BenchFlow

Multi-turn agent benchmarking with ACP

What

BenchFlow runs AI coding agents against benchmark tasks and captures their full trajectory. It combines Harbor (environments, verifier, orchestration) with ACP (multi-turn agent communication).

The agent runs inside a sandboxed environment (Docker or Daytona). BenchFlow connects to it via ACP over a live stdio pipe.
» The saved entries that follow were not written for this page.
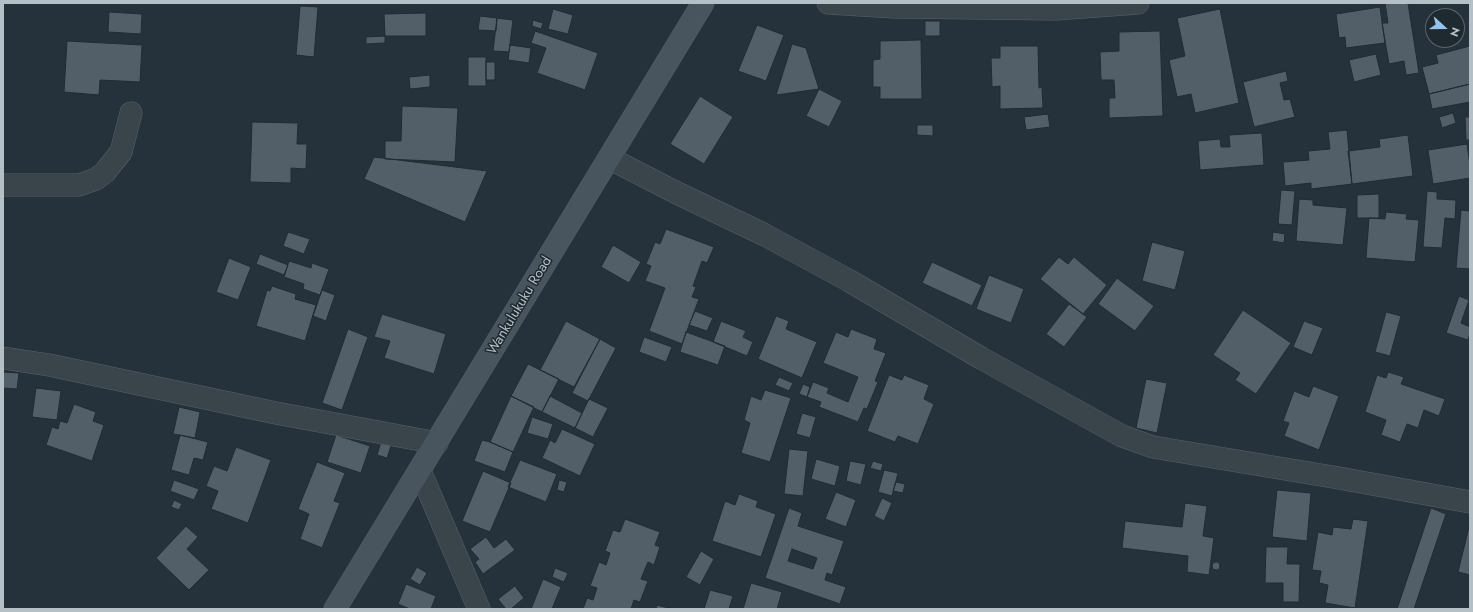 <!DOCTYPE html>
<html>
<head>
<meta charset="utf-8">
<style>
  body { margin:0 }
  #map { position:relative; width:1473px; height:612px; overflow:hidden; background:#26323b; font-family:Jost,sans-serif }
  canvas { display:block }
  .frame { position:absolute; inset:0; border:4px solid #b5bfc6; pointer-events:none }
  .north { position:absolute; left:1425px; top:8px; width:40px; height:40px; box-sizing:border-box; background:#1f2930; border:1px solid #5b656c; border-radius:50%; rotate:111deg; font-size:11px; font-weight:700; line-height:16px; text-align:center; color:#b5bfc6 }
  .north::after { content:''; display:block; margin:auto; width:14px; height:18px; background:#94c4ed; clip-path:polygon(50% 0,100% 100%,50% 72%,0 100%) }
</style>
</head>
<body>
<div id="map">
<canvas width="1473" height="612"></canvas>
<div class="frame"></div>
<div class="north">N</div>
</div>
<script>
const ctx = document.querySelector('canvas').getContext('2d');
ctx.lineJoin = 'round';
function paint(path, color) {
  ctx.fillStyle = color;
  ctx.fill(path, 'evenodd');
}
function toPath(rows) {
  const path = new Path2D();
  for (const r of rows) {
    if (r.length === 3) {
      path.moveTo(r[0] + r[2], r[1]);
      path.arc(r[0], r[1], r[2], 0, 2 * Math.PI);
      continue;
    }
    path.moveTo(r[0], r[1]);
    for (let i = 2; i < r.length; i += 2) path.lineTo(r[i], r[i + 1]);
  }
  return path;
}
function stroke(path, color, width, dash) {
  ctx.strokeStyle = color;
  ctx.lineWidth = width;
  ctx.lineCap = dash ? 'butt' : 'round';
  ctx.setLineDash(dash || []);
  ctx.stroke(path);
}
function write(font, color, halo, rows, align = 'center') {
  ctx.font = font + ' Jost,sans-serif';
  ctx.lineWidth = 3;
  ctx.setLineDash([]);
  ctx.textBaseline = 'middle';
  ctx.strokeStyle = halo;
  ctx.fillStyle = color;
  for (const [text, x, y, turn = 0] of rows) {
    ctx.save();
    ctx.translate(x, y);
    ctx.rotate((+turn || 0) * Math.PI / 180);
    ctx.textAlign = isNaN(turn) ? turn : align;
    if (halo) ctx.strokeText(text, 0, 0);
    ctx.fillText(text, 0, 0);
    ctx.restore();
  }
}
const building = toPath([
  [1385,3,1408,3,1419,73,1406,75,1404,61,1389,64,1382,23,1388,23,1385,3],
  [300,6,318,7,314,57,296,55,300,6],
  [1380,7,1385,43,1346,48,1345,37,1339,38,1336,14,1380,7],
  [553,9,573,15,568,34,548,29,553,9],
  [1220,9,1239,103,1195,113,1191,94,1177,97,1169,60,1185,56,1177,18,1220,9],
  [109,12,142,14,141,34,108,32,109,12],
  [426,13,426,36,385,36,384,14,426,13],
  [480,16,497,18,496,31,478,30,480,16],
  [497,18,513,20,509,52,493,51,497,18],
  [533,20,543,23,541,29,532,26,533,20],
  [925,21,940,21,940,36,925,36,925,21],
  [757,25,784,35,766,81,738,71,757,25],
  [535,31,598,53,585,90,537,73,546,48,531,43,535,31],
  [1160,31,1163,116,1109,118,1109,98,1115,98,1114,80,1101,80,1100,52,1119,51,1119,32,1160,31],
  [385,36,385,43,366,44,366,37,385,36],
  [921,40,922,99,880,99,880,87,873,87,873,60,880,59,880,41,921,40],
  [67,41,142,45,140,82,100,80,99,95,64,92,67,41],
  [792,44,806,48,819,89,776,95,792,44],
  [510,45,531,48,529,63,508,60,510,45],
  [1000,46,1038,46,1039,88,1042,87,1043,108,1000,109,1000,86,992,87,991,58,1000,58,1000,46],
  [1470,46,1470,84,1429,94,1422,67,1438,63,1436,55,1470,46],
  [1376,54,1381,75,1354,82,1349,60,1376,54],
  [468,57,486,57,486,86,468,86,468,57],
  [486,62,495,62,495,80,486,80,486,62],
  [1286,71,1288,81,1280,83,1284,100,1290,99,1295,117,1254,127,1243,82,1286,71],
  [430,75,430,87,410,89,409,77,430,75],
  [1470,84,1470,102,1432,109,1429,94,1470,84],
  [819,89,842,101,829,127,806,116,819,89],
  [700,96,733,117,704,164,670,144,700,96],
  [402,106,458,108,455,162,385,159,385,141,401,141,402,106],
  [1453,113,1456,123,1442,128,1439,117,1453,113],
  [1048,114,1050,127,1026,130,1024,117,1048,114],
  [1465,117,1470,117,1470,140,1466,140,1465,117],
  [252,122,298,123,297,144,307,144,306,169,291,168,291,183,250,182,252,122],
  [917,125,933,125,933,136,917,135,917,125],
  [1347,130,1352,184,1311,189,1311,183,1285,186,1283,162,1309,160,1308,151,1330,149,1328,132,1347,130],
  [1262,133,1264,165,1200,170,1198,141,1220,139,1221,147,1230,147,1229,135,1262,133],
  [1408,135,1413,176,1352,184,1348,151,1380,147,1379,139,1408,135],
  [1467,144,1470,165,1470,178,1433,184,1428,150,1467,144],
  [374,157,487,171,465,222,364,179,374,157],
  [1281,190,1295,191,1292,225,1278,224,1281,190],
  [1427,191,1437,192,1437,199,1456,200,1455,219,1445,218,1442,248,1423,247,1427,191],
  [1379,194,1379,218,1357,218,1357,195,1379,194],
  [1299,199,1313,200,1313,205,1347,208,1343,245,1296,241,1299,199],
  [1461,210,1470,211,1470,269,1456,268,1461,210],
  [1386,212,1407,214,1406,219,1419,220,1415,262,1366,258,1369,218,1385,219,1386,212],
  [666,229,714,247,707,263,702,261,693,286,696,287,692,297,699,299,682,344,649,331,665,288,645,281,651,266,646,264,655,242,660,244,666,229],
  [288,232,310,239,304,254,283,246,288,232],
  [1273,232,1285,234,1284,243,1272,241,1273,232],
  [1152,242,1185,251,1175,290,1142,281,1152,242],
  [613,245,641,262,629,283,601,267,613,245],
  [260,254,288,265,284,275,256,264,260,254],
  [1059,257,1068,264,1074,257,1107,285,1083,314,1040,279,1059,257],
  [229,258,251,267,238,300,216,292,229,258],
  [289,261,311,268,312,263,329,269,320,295,303,289,304,284,284,277,289,261],
  [932,262,982,285,972,306,922,283,932,262],
  [989,275,1024,289,1011,323,976,309,989,275],
  [1117,278,1154,306,1135,331,1098,304,1117,278],
  [272,286,296,294,295,299,316,305,305,341,256,326,267,290,270,291,272,286],
  [322,290,335,295,326,321,313,316,322,290],
  [1459,296,1469,300,1461,323,1470,327,1470,333,1468,340,1446,333,1459,296],
  [1069,304,1087,317,1064,347,1046,334,1069,304],
  [1243,310,1291,343,1256,394,1235,380,1240,373,1213,355,1243,310],
  [695,311,713,318,707,331,689,325,695,311],
  [1386,312,1401,316,1390,356,1375,352,1386,312],
  [382,314,446,334,434,374,384,358,390,341,374,337,382,314],
  [776,316,789,321,786,329,817,342,802,378,758,359,776,316],
  [566,321,600,339,574,387,540,370,566,321],
  [721,321,746,331,743,337,753,342,747,356,713,342,721,321],
  [1304,321,1323,328,1312,355,1293,347,1304,321],
  [348,329,368,337,342,410,322,403,348,329],
  [851,329,877,339,874,349,886,353,875,381,878,382,867,409,864,408,858,422,819,407,821,402,807,397,813,382,829,388,827,393,848,402,858,377,823,363,836,332,848,337,851,329],
  [686,332,725,346,718,365,680,352,686,332],
  [644,337,672,347,666,362,639,352,644,337],
  [600,339,616,348,588,401,572,393,600,339],
  [528,364,559,379,542,412,511,396,528,364],
  [3,372,19,373,17,389,3,388,3,372],
  [1388,372,1404,377,1401,384,1445,399,1439,416,1424,410,1418,428,1407,424,1400,442,1381,435,1386,420,1365,412,1377,375,1386,378,1388,372],
  [889,375,902,380,904,375,929,385,924,399,934,404,918,444,898,436,895,442,867,431,889,375],
  [779,377,793,383,789,391,775,385,779,377],
  [1146,379,1167,383,1157,433,1136,428,1146,379],
  [803,384,810,387,807,397,799,394,803,384],
  [1313,386,1339,396,1319,450,1284,436,1289,423,1283,421,1294,391,1309,397,1313,386],
  [36,388,61,391,57,420,32,417,36,388],
  [765,390,791,398,770,462,741,453,750,423,744,420,751,396,761,400,765,390],
  [511,396,534,407,513,452,490,442,511,396],
  [550,396,582,413,575,428,542,412,550,396],
  [589,399,608,408,593,437,575,428,589,399],
  [74,404,96,412,93,421,104,425,92,461,46,445,52,427,58,429,60,421,67,423,74,404],
  [179,407,200,412,195,438,173,434,179,407],
  [802,413,816,417,810,438,796,434,802,413],
  [532,417,553,424,548,439,527,433,532,417],
  [562,429,595,444,580,476,542,458,550,440,555,443,562,429],
  [180,435,208,442,203,460,194,458,189,475,171,470,180,435],
  [336,435,370,446,361,473,327,462,336,435],
  [482,440,490,442,513,452,505,472,474,461,482,440],
  [381,442,391,446,387,458,377,455,381,442],
  [236,447,271,460,248,523,211,509,218,491,206,486,214,466,227,471,236,447],
  [789,449,808,451,803,496,784,494,789,449],
  [816,459,840,466,835,486,811,479,816,459],
  [520,460,557,474,546,502,508,487,520,460],
  [850,461,866,464,861,485,846,481,850,461],
  [873,461,883,464,881,471,870,468,873,461],
  [317,462,345,473,334,501,340,503,322,548,300,539,309,514,298,509,317,462],
  [884,470,898,473,892,496,878,492,884,470],
  [483,471,511,483,490,532,462,521,483,471],
  [174,480,199,489,194,500,170,491,174,480],
  [559,480,567,482,564,492,557,490,559,480],
  [896,482,905,484,903,493,893,491,896,482],
  [1277,490,1311,493,1307,541,1272,537,1277,490],
  [836,492,856,500,846,527,825,519,836,492],
  [739,494,758,501,756,507,776,514,761,557,712,541,725,501,735,505,739,494],
  [882,498,892,503,884,521,874,516,882,498],
  [174,500,182,504,179,510,171,507,174,500],
  [1185,503,1207,506,1203,536,1214,538,1209,575,1187,572,1188,556,1122,548,1125,521,1182,527,1185,503],
  [789,508,802,513,798,526,844,541,832,575,827,573,825,580,846,587,840,604,765,578,789,508],
  [792,549,817,558,813,569,788,561,792,549],
  [1431,508,1446,514,1414,609,1397,609,1431,508],
  [625,519,660,532,655,545,660,547,654,565,648,562,641,579,648,581,640,602,634,600,631,609,583,609,587,598,593,600,597,588,590,586,599,562,606,565,610,553,605,551,613,530,620,532,625,519],
  [1353,519,1368,521,1355,608,1325,603,1328,585,1319,583,1321,571,1312,570,1318,532,1332,535,1333,527,1351,529,1353,519],
  [1470,523,1470,575,1458,572,1470,523],
  [186,526,198,537,187,549,209,570,189,590,156,558,186,526],
  [486,537,494,548,506,539,515,550,483,574,475,562,479,559,470,549,486,537],
  [1266,547,1288,547,1287,564,1300,564,1299,602,1283,602,1283,583,1265,583,1266,547],
  [701,551,714,559,700,585,686,577,701,551],
  [1216,566,4],
  [417,567,427,573,420,585,410,579,417,567],
  [555,568,568,573,564,582,552,577,555,568],
  [543,579,561,587,552,609,531,609,543,579],
  [751,583,782,592,777,609,743,609,751,583],
  [406,584,436,596,431,609,410,609,398,604,406,584],
  [515,586,524,598,511,609,506,609,498,599,515,586],
  [710,590,733,596,729,609,704,609,710,590],
  [657,605,672,609,656,609,657,605]
]);
paint(building, '#525f68');
stroke(building, '#212b32', 1);
const street = toPath([
  [828,3,893,7,1056,9,1138,3],
  [609,158,675,192,763,234,848,280,981,358,1122,436,1153,447,1339,478,1470,502],
  [3,185,79,185,96,179,105,172,121,152,131,113],
  [3,358,49,365,276,413,437,443],
  [420,471,479,609]
]);
const secondary = toPath([
  [335,609,703,3]
]);
stroke(street, '#586269', 23);
stroke(secondary, '#586269', 23);
stroke(street, '#3a444b', 22);
stroke(secondary, '#48545e', 22);
write('14px', '#b5bfc6', '#1f2930', [
  ["Wankulukuku Road",520,306,-59]
]);
</script>
</body>
</html>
You can send one prompt or many — the agent stays alive between prompts, maintaining full context.

Install

pip install benchflow

Requires Python 3.12+ and Docker (or a Daytona API key for cloud sandboxes).

Quick Start

source .env  # ANTHROPIC_API_KEY (auto-inherited by SDK)

# Run a single task
benchflow run -t path/to/task -a claude-agent-acp -e daytona

# Run a full benchmark (89 tasks, 64 concurrent)
benchflow job -t .ref/terminal-bench-2 -e daytona -c 64

# List available agents
benchflow agents

# View results
benchflow metrics jobs/
benchflow view jobs/my-job/my-trial/

SDK

import asyncio
from benchflow import SDK, Job, JobConfig, collect_metrics

async def main():
    sdk = SDK()

    # Single task — API keys auto-inherited from os.environ
    result = await sdk.run(
        task_path="path/to/task",
        agent="claude-agent-acp",
        model="claude-haiku-4-5-20251001",
        environment="daytona",  # or "docker"
    )
    print(result.rewards)       # {"reward": 1.0}
    print(result.n_tool_calls)  # 17

    # Multi-turn — None = use task's instruction.md
    result = await sdk.run(
        task_path="path/to/task",
        agent="claude-agent-acp",
        prompts=[
            None,
            "Review your solution. Check for errors, test it, and fix any issues.",
        ],
        environment="daytona",
    )

    # Job — run a full benchmark with concurrency and retries
    job = Job(
        tasks_dir="path/to/tasks",
        jobs_dir="jobs/tb2",
        config=JobConfig(
            agent="claude-agent-acp",
            model="claude-haiku-4-5-20251001",
            environment="daytona",
            concurrency=64,
        ),
    )
    result = await job.run()
    print(f"{result.passed}/{result.total} ({result.score:.1%})")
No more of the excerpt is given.